> DATA SUPPLIED:
/---
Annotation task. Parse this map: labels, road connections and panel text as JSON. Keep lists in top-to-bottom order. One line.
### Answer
\---
/---
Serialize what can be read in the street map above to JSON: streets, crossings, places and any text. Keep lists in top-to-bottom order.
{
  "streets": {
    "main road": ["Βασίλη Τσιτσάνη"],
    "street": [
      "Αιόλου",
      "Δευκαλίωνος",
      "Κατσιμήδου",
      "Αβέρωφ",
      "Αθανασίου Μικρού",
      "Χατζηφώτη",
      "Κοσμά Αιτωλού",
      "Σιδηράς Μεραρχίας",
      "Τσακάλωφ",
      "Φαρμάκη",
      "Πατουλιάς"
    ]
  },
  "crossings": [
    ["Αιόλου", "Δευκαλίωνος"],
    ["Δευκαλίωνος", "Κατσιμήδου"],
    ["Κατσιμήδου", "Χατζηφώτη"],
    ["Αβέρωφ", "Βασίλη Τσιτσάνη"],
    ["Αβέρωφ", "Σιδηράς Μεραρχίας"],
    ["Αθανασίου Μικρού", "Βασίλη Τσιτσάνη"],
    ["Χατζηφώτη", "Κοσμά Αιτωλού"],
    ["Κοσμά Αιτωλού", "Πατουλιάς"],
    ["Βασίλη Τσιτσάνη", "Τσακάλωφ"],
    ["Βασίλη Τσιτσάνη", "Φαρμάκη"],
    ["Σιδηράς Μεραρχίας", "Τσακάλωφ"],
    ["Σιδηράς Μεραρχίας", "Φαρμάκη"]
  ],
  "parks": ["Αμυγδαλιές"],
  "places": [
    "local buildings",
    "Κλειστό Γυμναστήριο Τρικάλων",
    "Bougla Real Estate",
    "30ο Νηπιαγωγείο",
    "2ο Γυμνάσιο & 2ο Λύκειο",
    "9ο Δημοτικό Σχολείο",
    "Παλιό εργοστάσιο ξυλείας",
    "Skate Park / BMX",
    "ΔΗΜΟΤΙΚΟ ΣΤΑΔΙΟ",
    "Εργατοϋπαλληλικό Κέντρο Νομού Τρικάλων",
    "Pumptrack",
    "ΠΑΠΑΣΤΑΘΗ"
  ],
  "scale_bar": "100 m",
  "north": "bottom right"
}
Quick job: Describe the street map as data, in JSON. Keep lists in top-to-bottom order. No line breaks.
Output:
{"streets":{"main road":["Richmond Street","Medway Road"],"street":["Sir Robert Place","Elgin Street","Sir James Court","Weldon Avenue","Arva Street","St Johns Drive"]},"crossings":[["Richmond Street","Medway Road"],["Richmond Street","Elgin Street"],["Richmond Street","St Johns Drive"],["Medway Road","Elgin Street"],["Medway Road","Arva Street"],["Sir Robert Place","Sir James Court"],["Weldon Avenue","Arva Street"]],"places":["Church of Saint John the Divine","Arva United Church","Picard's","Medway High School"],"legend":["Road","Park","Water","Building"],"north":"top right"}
\---
/---
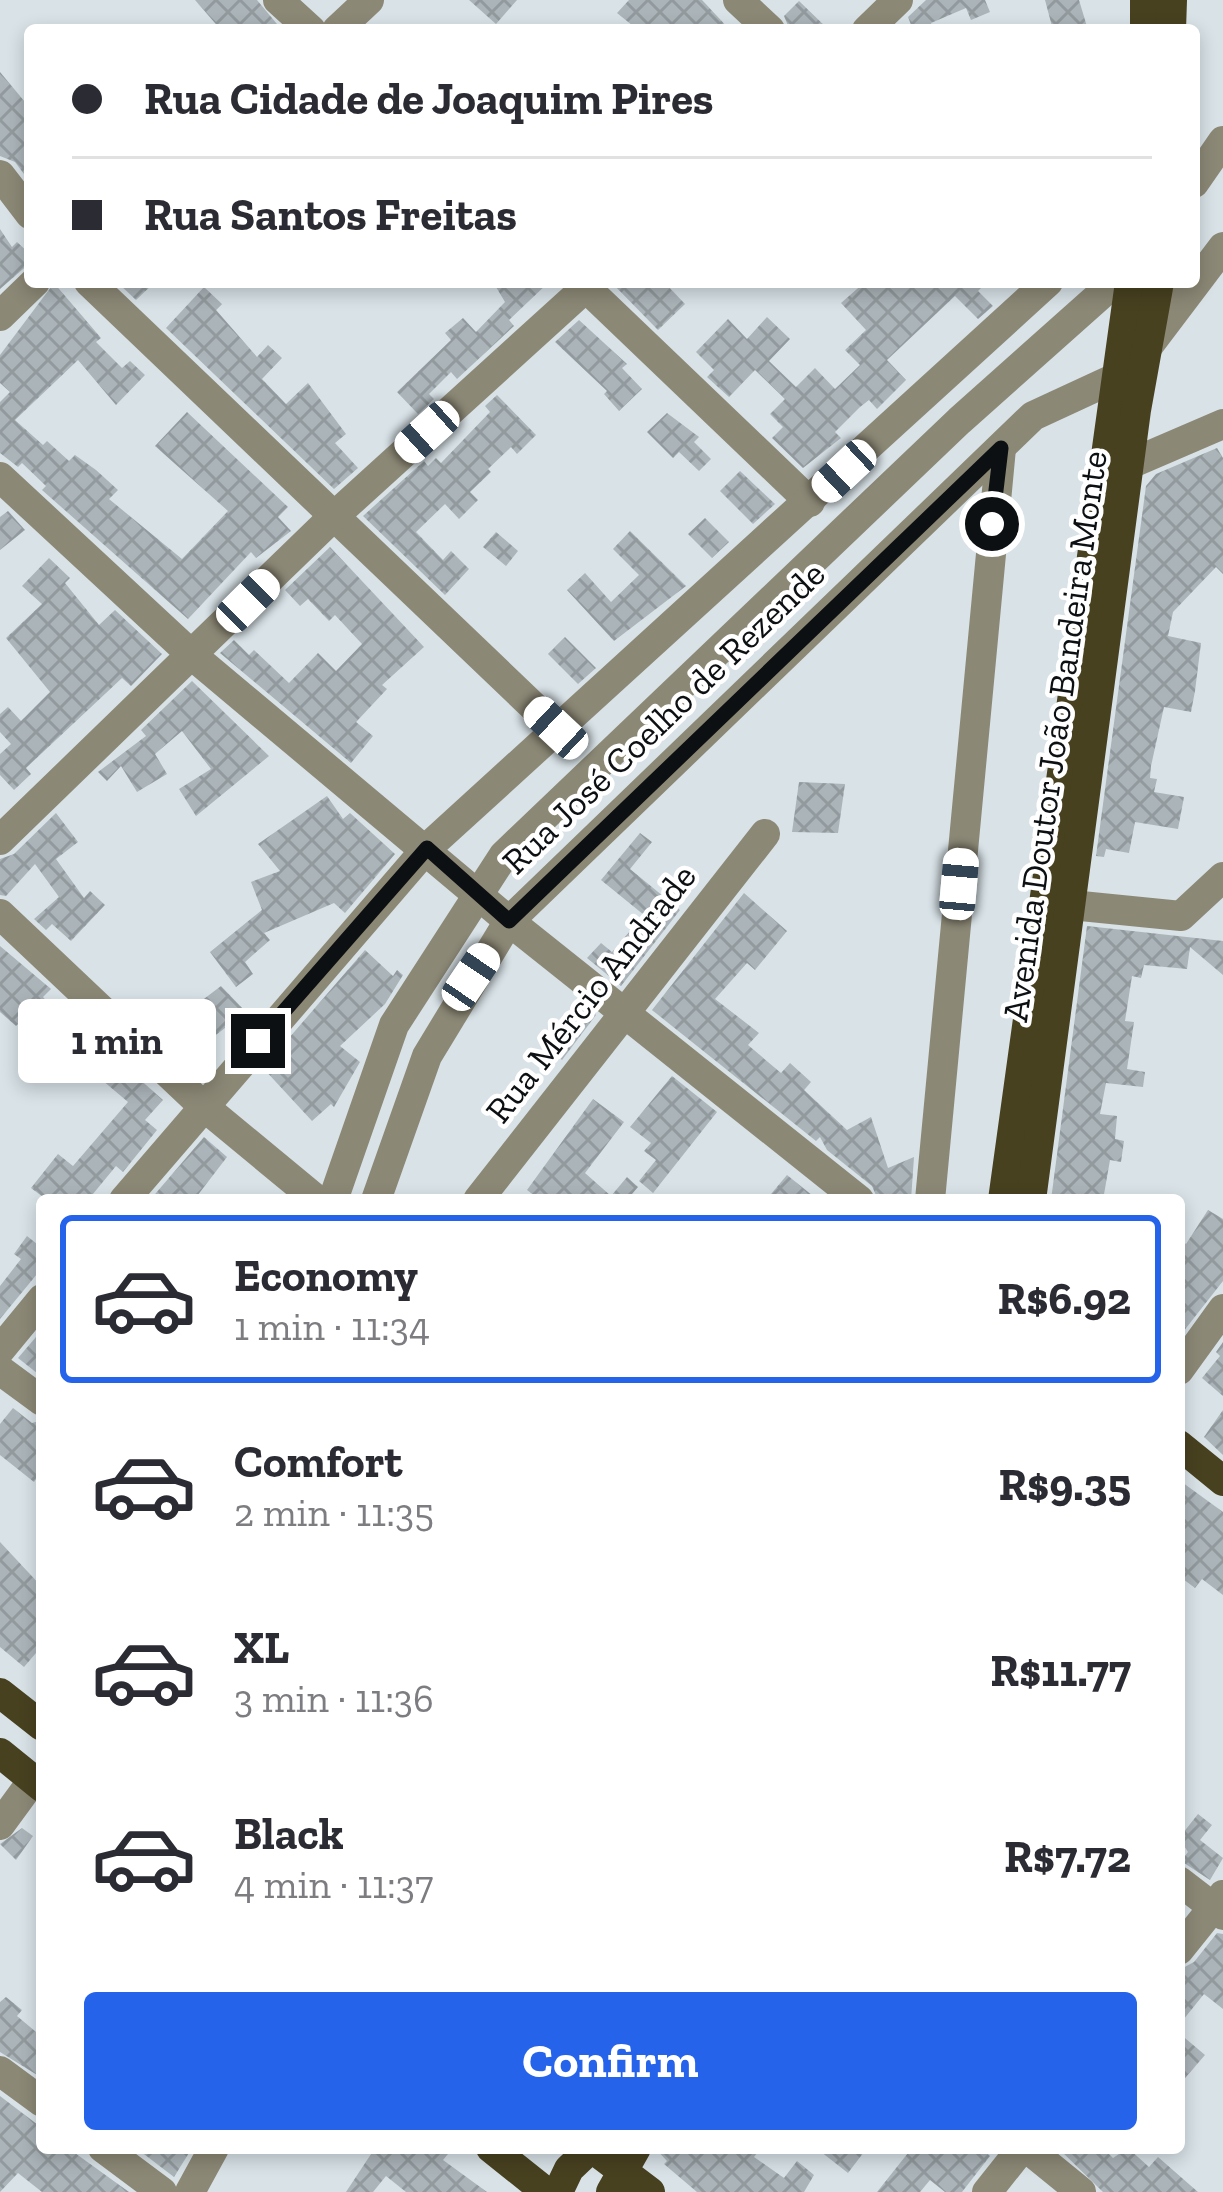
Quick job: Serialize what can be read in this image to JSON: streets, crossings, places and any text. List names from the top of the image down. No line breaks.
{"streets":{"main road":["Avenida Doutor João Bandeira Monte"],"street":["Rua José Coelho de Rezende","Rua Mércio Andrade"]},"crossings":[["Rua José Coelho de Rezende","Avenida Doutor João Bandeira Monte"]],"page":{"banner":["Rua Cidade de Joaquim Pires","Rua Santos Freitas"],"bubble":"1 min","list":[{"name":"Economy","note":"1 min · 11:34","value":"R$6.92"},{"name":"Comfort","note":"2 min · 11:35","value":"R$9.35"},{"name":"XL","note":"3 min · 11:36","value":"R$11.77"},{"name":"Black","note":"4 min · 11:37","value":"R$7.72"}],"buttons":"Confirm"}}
\---
> TASK REQUIREMENTS:
Retype the entries above exactly, but only from the line containing "Serialize what can be read in the" through the line containing "Quick job: Describe", both included.

> ANSWER FOR THE TASK:
Serialize what can be read in the street map above to JSON: streets, crossings, places and any text. Keep lists in top-to-bottom order.
{
  "streets": {
    "main road": ["Βασίλη Τσιτσάνη"],
    "street": [
      "Αιόλου",
      "Δευκαλίωνος",
      "Κατσιμήδου",
      "Αβέρωφ",
      "Αθανασίου Μικρού",
      "Χατζηφώτη",
      "Κοσμά Αιτωλού",
      "Σιδηράς Μεραρχίας",
      "Τσακάλωφ",
      "Φαρμάκη",
      "Πατουλιάς"
    ]
  },
  "crossings": [
    ["Αιόλου", "Δευκαλίωνος"],
    ["Δευκαλίωνος", "Κατσιμήδου"],
    ["Κατσιμήδου", "Χατζηφώτη"],
    ["Αβέρωφ", "Βασίλη Τσιτσάνη"],
    ["Αβέρωφ", "Σιδηράς Μεραρχίας"],
    ["Αθανασίου Μικρού", "Βασίλη Τσιτσάνη"],
    ["Χατζηφώτη", "Κοσμά Αιτωλού"],
    ["Κοσμά Αιτωλού", "Πατουλιάς"],
    ["Βασίλη Τσιτσάνη", "Τσακάλωφ"],
    ["Βασίλη Τσιτσάνη", "Φαρμάκη"],
    ["Σιδηράς Μεραρχίας", "Τσακάλωφ"],
    ["Σιδηράς Μεραρχίας", "Φαρμάκη"]
  ],
  "parks": ["Αμυγδαλιές"],
  "places": [
    "local buildings",
    "Κλειστό Γυμναστήριο Τρικάλων",
    "Bougla Real Estate",
    "30ο Νηπιαγωγείο",
    "2ο Γυμνάσιο & 2ο Λύκειο",
    "9ο Δημοτικό Σχολείο",
    "Παλιό εργοστάσιο ξυλείας",
    "Skate Park / BMX",
    "ΔΗΜΟΤΙΚΟ ΣΤΑΔΙΟ",
    "Εργατοϋπαλληλικό Κέντρο Νομού Τρικάλων",
    "Pumptrack",
    "ΠΑΠΑΣΤΑΘΗ"
  ],
  "scale_bar": "100 m",
  "north": "bottom right"
}
Quick job: Describe the street map as data, in JSON. Keep lists in top-to-bottom order. No line breaks.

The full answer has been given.